In many homes where domestic violence occurs the parents are under the misconception that their children are unaware of the violence if it has not taken place in close proximity to the children. However research suggests that more than 80% of the children living in a house where domestic violence takes place are aware of the violence. They may not witness the actual violence but they do hear the fighting, hear the screams and see the injuries. They are also traumatized by the parent's emotional pain and suffering after the violence has taken place. In cases where the domestic violence has been part of their lives for prolonged periods these children have a complete misconception of normality.
Children who are witnesses of domestic violence often have no emotional support system. The abusing parent is recognized as unsafe and the abused parent may be so traumatized that they may be unavailable to offer emotional support to the child. What aggravates the whole situation is the fact that the child is usually confused and feels guilty about loving the abuser, hating them one moment and loving them the next and feeling guilty for doing either. The abused parent may also find it difficult to comprehend that the child can express any love towards the abusive partner.

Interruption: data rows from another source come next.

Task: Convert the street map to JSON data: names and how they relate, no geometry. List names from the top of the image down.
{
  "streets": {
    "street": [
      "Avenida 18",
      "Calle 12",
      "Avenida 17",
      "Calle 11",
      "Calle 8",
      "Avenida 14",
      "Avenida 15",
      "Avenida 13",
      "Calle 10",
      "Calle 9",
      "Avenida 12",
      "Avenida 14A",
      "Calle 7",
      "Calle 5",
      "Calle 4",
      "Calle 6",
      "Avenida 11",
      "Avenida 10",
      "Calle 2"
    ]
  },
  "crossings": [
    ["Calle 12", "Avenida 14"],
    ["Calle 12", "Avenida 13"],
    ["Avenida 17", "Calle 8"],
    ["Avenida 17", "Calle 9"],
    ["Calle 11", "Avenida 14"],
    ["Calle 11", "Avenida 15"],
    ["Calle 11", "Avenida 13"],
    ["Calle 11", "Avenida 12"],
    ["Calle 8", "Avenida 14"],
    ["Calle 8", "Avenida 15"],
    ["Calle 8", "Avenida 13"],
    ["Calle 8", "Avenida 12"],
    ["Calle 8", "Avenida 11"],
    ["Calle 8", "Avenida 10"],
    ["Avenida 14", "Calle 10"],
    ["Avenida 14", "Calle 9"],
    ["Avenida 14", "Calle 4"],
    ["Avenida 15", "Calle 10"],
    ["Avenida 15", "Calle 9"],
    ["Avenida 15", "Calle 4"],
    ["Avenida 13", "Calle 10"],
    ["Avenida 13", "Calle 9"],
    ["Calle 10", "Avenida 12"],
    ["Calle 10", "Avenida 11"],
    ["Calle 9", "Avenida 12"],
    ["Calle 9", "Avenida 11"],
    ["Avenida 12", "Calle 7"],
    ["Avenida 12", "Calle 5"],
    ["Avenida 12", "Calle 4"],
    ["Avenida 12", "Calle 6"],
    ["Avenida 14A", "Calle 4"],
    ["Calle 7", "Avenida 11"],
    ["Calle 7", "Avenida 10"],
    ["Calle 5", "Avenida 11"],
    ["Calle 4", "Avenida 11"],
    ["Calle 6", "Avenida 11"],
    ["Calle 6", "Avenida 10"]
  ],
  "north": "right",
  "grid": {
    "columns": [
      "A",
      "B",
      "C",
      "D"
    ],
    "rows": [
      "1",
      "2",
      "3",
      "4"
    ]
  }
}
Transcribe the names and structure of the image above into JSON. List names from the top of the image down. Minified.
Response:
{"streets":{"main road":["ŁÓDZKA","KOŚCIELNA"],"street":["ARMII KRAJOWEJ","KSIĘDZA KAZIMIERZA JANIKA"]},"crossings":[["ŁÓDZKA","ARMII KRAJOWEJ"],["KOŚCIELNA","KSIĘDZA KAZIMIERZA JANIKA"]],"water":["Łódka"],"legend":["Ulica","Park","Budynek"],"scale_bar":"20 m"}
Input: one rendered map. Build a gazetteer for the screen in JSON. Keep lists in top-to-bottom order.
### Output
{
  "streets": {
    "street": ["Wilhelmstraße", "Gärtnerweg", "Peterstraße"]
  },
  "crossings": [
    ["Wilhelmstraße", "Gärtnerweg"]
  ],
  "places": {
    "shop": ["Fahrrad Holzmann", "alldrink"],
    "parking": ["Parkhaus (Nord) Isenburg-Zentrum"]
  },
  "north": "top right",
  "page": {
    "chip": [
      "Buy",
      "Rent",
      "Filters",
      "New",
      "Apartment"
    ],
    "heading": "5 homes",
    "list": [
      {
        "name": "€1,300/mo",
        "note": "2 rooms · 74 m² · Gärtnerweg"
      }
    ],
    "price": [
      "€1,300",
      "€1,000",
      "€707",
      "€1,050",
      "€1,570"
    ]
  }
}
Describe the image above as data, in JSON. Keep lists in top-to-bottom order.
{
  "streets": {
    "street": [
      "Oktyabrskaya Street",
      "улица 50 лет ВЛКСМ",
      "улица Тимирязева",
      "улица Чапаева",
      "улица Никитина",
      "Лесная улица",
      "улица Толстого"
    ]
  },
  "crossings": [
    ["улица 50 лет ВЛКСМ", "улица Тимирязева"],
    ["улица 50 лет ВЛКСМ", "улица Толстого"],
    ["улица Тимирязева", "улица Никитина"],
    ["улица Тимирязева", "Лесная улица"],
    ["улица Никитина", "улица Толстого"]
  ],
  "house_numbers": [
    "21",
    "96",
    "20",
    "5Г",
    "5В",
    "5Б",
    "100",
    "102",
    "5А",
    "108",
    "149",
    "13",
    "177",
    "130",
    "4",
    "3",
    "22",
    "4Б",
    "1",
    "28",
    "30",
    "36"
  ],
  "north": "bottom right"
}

Being exposed to domestic violence often results in these children resorting to abusive and violent behavior as their primary means of resolving conflict. Studies indicate that these children have a 74% higher likelihood of committing assault as adults.
Children Don't Often Speak Out
Even if the child is old enough to disclose the violence it is highly unlikely that they will do so. Divided loyalties to parents, feelings of shame and guilt as well as fears of unpleasant consequences as a result of such disclosure will prevent them from seeking assistance.
These children often feel guilty about not being able to stop the abuse and tend to take responsibility for its occurrence. They may also perceive the world to be an unpredictable, threatening and hostile place. One can hardly begin to imagine what it must be like for a young child to have to deal with these emotions.
They are constantly on edge as
they wait for the next beating to occur and suffer severe anxiety about
being abandoned. Children who have been exposed to domestic violence
often experience difficulties at school and are known to suffer from headaches, stomach aches and other stress related ailments. They are also considered a higher risk for substance abuse.
Research has shown that witnessing domestic violence has harmful effects on the emotional, social and cognitive development of children.
Children who have been exposed to domestic violence may develop various adjustment problems or maladaptive behavior. Boys generally tend to become more aggressive whereas girls tend to become more withdrawn. The frequency and severity of the violence that children are exposed to will impact the distress level they are likely to suffer.
only negative interactions between the parents will also heighten the
distress whereas if they witness positive interactions in the time
lapses between the violence it could alleviate the level of distress
that the children endure.
No child will be unscathed by domestic violence in their family. Their reactions are not always immediately apparent and may only present themselves weeks or months after the exposure. The age of the child when exposed to the violence will play a role in how they express their confusion, anger, fear and stress.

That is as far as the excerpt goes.